Homework 5

Replicating Fearon and Laitin (2003)

Author

Your Name

In this homework assignment, we are going to be exploring the hugely influential article by Fearon and Laitin (2003) on civil war onset. Click here to view the original article and see Table 1 for the model that we will be replicating. See the file named fl_data_model1.csv in the assignment folder for the data we will be using for this exercise.

Load the Data

Load the data which is included in the “fl_data_model1.csv” file in the assignment folder.

The unit of analysis is the country-year.

Outcome Variable

  • onset - Whether a country-year experienced civil war onset (1 = yes, 0 = no)

Main Predictors

  • warl- Whether had a war ongoing in the previous year
  • gdpenl - GDP per capita (not logged)
  • lpopl1 - The log of population lagged by one year
  • lmtnest - The log of the percentage of country that has mountainous terrain
  • ncontig - An indicator for noncontiguous state
  • Oil - An indicator for whether the country is an oil exporter
  • nwstate - An indicator for whether a country was created in the last two years
  • instab - An indicator for whether the Polity score changes by 3 or more in a given year
  • polity2l - The Polity2 democracy score
  • ethfrac - Ethno-linguistic fractionalization index
  • relfrac - Religious fractionalization index

Replicate Model 1 from Fearon and Laitin (20%)

Run the first model (Model 1) from Table 1 of the Fearon and Laitin article. Use summary() to view the results. Interpret the coefficient on the Oil exporter variable. How much does being an oil exporter increase the risk of conflict onset?

Display the Results as a Coefficient Plot (20%)

Now use the modelplot() function from the modelsummary package to display the results as a coefficient plot.

When making your coefficient plot, start with the coefficient map. You might want to write it in the order that you’d like to see the coefficients displayed and then reverse it so that you can use the same map for your regression table below.

Be sure to load the modelsummary and ggplot2 packages before you get started with the rest of your code.

Interpret the results. Which predictor has largest positive effect on the probability of conflict onset? Which one has the strongest negative effect?

Create a Regression Table (20%)

Do stepwise regressions with different categories of regressors based on the same model to see how things change as you put different sets of variables into the model. Show the results of your models in separate columns in a regression table.

Step one: Run your glm() models and store them as objects. Here you might want to summarize them with summary() or tidy() from the broom package as you go along.

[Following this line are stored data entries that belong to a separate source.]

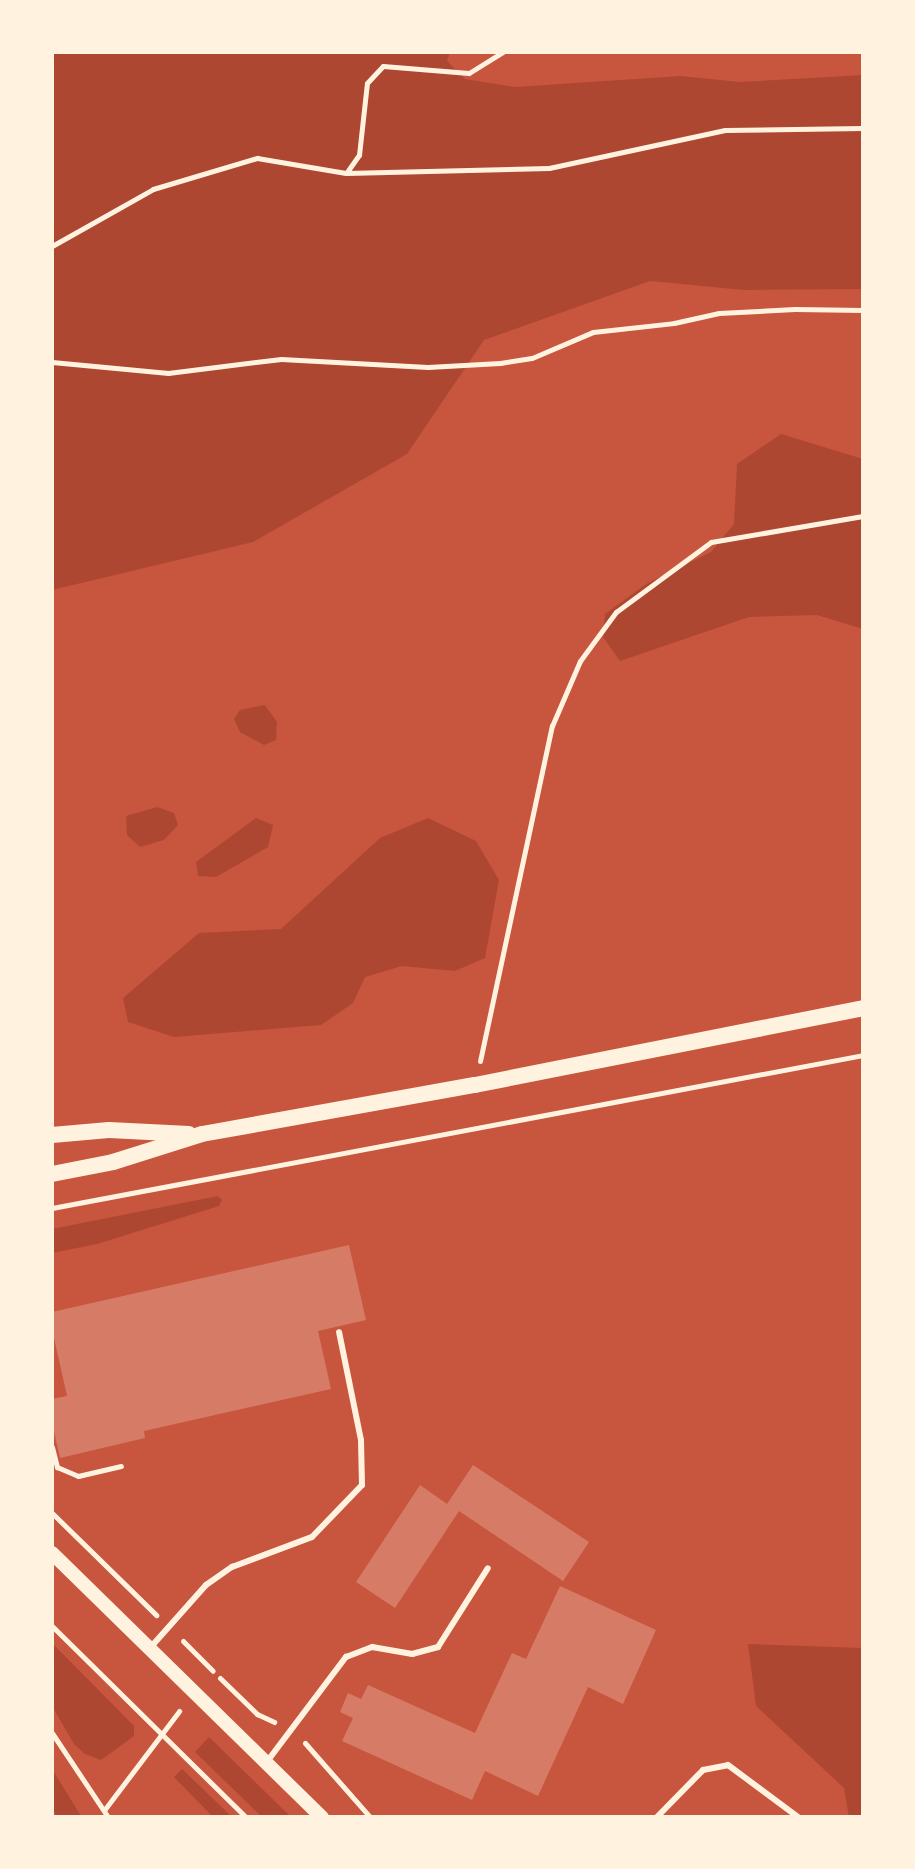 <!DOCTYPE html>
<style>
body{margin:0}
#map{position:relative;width:915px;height:1869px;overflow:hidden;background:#c8553d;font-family:"IBM Plex Serif",serif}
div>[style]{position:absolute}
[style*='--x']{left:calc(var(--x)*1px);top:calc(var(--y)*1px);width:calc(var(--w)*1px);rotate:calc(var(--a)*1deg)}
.green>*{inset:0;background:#ae4732}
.building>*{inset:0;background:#d67c66}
.path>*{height:5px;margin:-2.5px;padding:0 2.5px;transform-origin:2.5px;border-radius:2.5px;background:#fff3e0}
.service>*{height:6px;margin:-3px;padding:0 3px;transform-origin:3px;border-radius:3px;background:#fff3e0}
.tertiary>*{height:14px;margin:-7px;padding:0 7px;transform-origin:7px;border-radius:7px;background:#fff3e0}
.secondary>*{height:16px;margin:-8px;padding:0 8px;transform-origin:8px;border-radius:8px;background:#fff3e0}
span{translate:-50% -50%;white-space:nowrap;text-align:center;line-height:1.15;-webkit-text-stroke:8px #fff3e0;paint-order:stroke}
.frame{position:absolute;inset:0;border:54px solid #fff3e0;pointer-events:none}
</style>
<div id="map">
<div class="green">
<div style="clip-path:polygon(52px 52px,450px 52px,447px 61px,465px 79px,515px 87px,680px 76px,740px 82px,863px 75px,863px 289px,744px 290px,650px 281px,484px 340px,407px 454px,253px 542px,52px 590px)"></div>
<div style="clip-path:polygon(781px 434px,863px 459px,863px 629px,817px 615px,749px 617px,620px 661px,603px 637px,605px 614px,646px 584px,711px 552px,734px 524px,737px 464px)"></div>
<div style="clip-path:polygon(265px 705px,277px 722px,276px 740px,264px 745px,240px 732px,234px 719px,240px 710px)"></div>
<div style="clip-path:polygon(157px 807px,174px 813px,178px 825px,164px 840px,140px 847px,127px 835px,126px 816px)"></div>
<div style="clip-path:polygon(256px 818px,273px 825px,268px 847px,216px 877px,198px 876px,196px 862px)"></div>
<div style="clip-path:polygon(428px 818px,476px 841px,499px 880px,485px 958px,455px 971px,402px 966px,365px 977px,353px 1003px,321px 1025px,174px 1037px,128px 1022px,123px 998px,199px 933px,281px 929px,380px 838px)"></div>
<div style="clip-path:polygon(218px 1196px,222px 1200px,219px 1206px,97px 1244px,52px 1253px,52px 1229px)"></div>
<div style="clip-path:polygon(52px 1643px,134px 1726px,134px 1736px,101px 1760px,85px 1754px,74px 1744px,52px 1706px)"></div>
<div style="clip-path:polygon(748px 1644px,863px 1648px,863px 1817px,849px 1817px,844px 1788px,756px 1706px)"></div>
<div style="clip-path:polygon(209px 1737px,291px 1817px,262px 1817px,195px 1752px)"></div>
<div style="clip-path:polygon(52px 1769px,81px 1816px,82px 1817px,57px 1817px,52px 1808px)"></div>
<div style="clip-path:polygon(182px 1769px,232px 1817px,213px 1817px,174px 1777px)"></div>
</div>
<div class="building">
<div style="clip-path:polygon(349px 1245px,366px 1320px,318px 1331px,331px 1389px,144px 1431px,145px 1438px,60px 1458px,52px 1423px,52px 1399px,67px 1396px,52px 1329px,52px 1312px)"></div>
<div style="clip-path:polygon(473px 1465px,589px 1542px,563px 1581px,459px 1511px,395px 1608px,356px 1582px,420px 1485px,447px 1504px)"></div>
<div style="clip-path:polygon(560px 1586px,656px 1630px,623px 1704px,588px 1687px,538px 1796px,485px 1771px,472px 1800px,342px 1741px,353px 1718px,340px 1712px,348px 1693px,361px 1699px,368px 1685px,475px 1733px,512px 1653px,526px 1659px)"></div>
</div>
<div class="path">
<div style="--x:347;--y:172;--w:21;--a:-55"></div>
<div style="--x:359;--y:155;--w:72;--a:-83.7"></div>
<div style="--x:367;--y:83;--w:23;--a:-47"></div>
<div style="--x:383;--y:66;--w:86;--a:4.7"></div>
<div style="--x:469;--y:73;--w:40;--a:-32"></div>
<div style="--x:52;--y:246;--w:116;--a:-29.4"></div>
<div style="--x:153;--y:189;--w:109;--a:-16.6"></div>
<div style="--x:257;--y:158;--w:90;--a:9.6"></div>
<div style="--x:346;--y:173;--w:203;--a:-1.4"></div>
<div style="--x:549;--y:168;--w:180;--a:-12.2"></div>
<div style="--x:725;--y:130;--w:138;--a:-0.8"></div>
<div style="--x:52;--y:362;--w:117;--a:5.4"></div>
<div style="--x:168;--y:373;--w:114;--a:-7.1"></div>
<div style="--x:281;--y:359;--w:147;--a:3.1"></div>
<div style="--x:428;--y:367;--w:72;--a:-3.2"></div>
<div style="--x:500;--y:363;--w:32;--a:-9"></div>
<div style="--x:532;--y:358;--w:66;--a:-23.1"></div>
<div style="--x:593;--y:332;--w:81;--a:-6.3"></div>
<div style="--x:674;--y:323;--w:46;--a:-12.5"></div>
<div style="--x:719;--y:313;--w:76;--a:-3"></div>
<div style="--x:795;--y:309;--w:68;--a:0.8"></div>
<div style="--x:480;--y:1061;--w:343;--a:-77.9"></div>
<div style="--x:552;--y:726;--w:71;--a:-66.7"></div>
<div style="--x:580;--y:661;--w:61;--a:-53.7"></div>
<div style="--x:616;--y:612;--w:118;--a:-36.4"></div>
<div style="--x:711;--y:542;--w:154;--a:-9.7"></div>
<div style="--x:52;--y:1208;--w:825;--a:-10.68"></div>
<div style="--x:52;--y:1447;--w:21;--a:76"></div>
<div style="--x:57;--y:1467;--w:23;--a:23"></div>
<div style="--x:78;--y:1476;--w:44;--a:-13.1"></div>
<div style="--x:52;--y:1513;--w:146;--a:44.4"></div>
<div style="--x:52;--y:1626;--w:272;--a:44.6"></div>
<div style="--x:183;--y:1641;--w:42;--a:45"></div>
<div style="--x:220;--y:1678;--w:52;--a:44.2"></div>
<div style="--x:257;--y:1714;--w:19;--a:25"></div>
<div style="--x:52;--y:1733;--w:101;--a:56.3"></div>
<div style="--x:305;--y:1743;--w:98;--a:48.7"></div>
<div style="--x:105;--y:1809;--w:123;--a:-52.9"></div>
</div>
<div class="service">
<div style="--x:150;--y:1648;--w:84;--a:-48.4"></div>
<div style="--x:206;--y:1585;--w:32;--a:-35"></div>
<div style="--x:232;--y:1567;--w:85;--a:-20.6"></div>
<div style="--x:312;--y:1537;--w:72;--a:-46.1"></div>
<div style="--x:362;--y:1485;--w:45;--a:-91.3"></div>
<div style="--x:361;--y:1440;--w:110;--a:-101.5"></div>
<div style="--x:266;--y:1763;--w:133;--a:-53"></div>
<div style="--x:346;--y:1657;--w:28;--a:-21"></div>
<div style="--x:372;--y:1647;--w:41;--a:9.9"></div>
<div style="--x:412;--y:1654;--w:27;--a:-15"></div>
<div style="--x:438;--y:1647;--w:93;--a:-57.7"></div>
<div style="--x:657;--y:1817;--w:66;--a:-45.6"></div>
<div style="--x:703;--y:1770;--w:25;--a:-11"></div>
<div style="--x:728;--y:1765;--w:87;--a:36.6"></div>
</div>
<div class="tertiary">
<div style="--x:52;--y:1553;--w:378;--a:44.4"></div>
</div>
<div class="secondary">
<div style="--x:52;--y:1135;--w:57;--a:-5"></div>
<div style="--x:109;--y:1130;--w:80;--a:2.9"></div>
<div style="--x:52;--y:1174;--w:62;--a:-11.1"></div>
<div style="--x:113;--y:1162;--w:93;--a:-17.5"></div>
<div style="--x:202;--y:1134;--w:277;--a:-10.2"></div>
<div style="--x:475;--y:1085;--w:396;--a:-11.2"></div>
</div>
<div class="frame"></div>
</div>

Step two: Save your models as a list and set up your caption and reference note.

Step three: Call modelsummary to display the table as a gt object.

Step four: Briefly interpret your results. What changes as you add different categories of variables to the model? Do any results become significant that were not significant before?

Show Odds Ratios and Interpret (20%)

Now make the table display odds ratios instead of coefficients and interpret one or two of the coefficients that you find interesting. (Note: you have already talked about Oil, so choose a different one for this part.)

Display Predicted Probabilities (20%)

Now display predicted probabilities for a handful of country-years. Filter the data for a particular year and the country cases that you are interested in. Find the predicted probabilities using the precitions() function from the marginaleffects package. Interpret the results. Why do some of the countries you chose have a higher probability of conflict onset than the others?

Extra Credit 1 (2 pts)

Try testing and interpreting an interaction effect. This can be between any two of the predictors in your model where you believe that one predictor might condition or influence the effect of another predictor on the outcome variable. For example, perhaps whether a country is an oil exporter could condition the effect of GDP or democracy.

Extra Credit 2 (2 pts)

Apply one of the advanced regression techniques that we learned about in the last model to modernize the F&L model like clustering standard errors, using random effects, introducing an appropriate “treatment” variable, or implementing a robustness check. What is the justification for the technique you chose? How does it change the results of the model?

Submission Instructions

After rendering your document, export your project folder and submit it on Blackboard. You will find the link to the Coding Assignment one submission portal under the Assignments link. There is a screen capture video in the Discord server that will help you understand how to do this.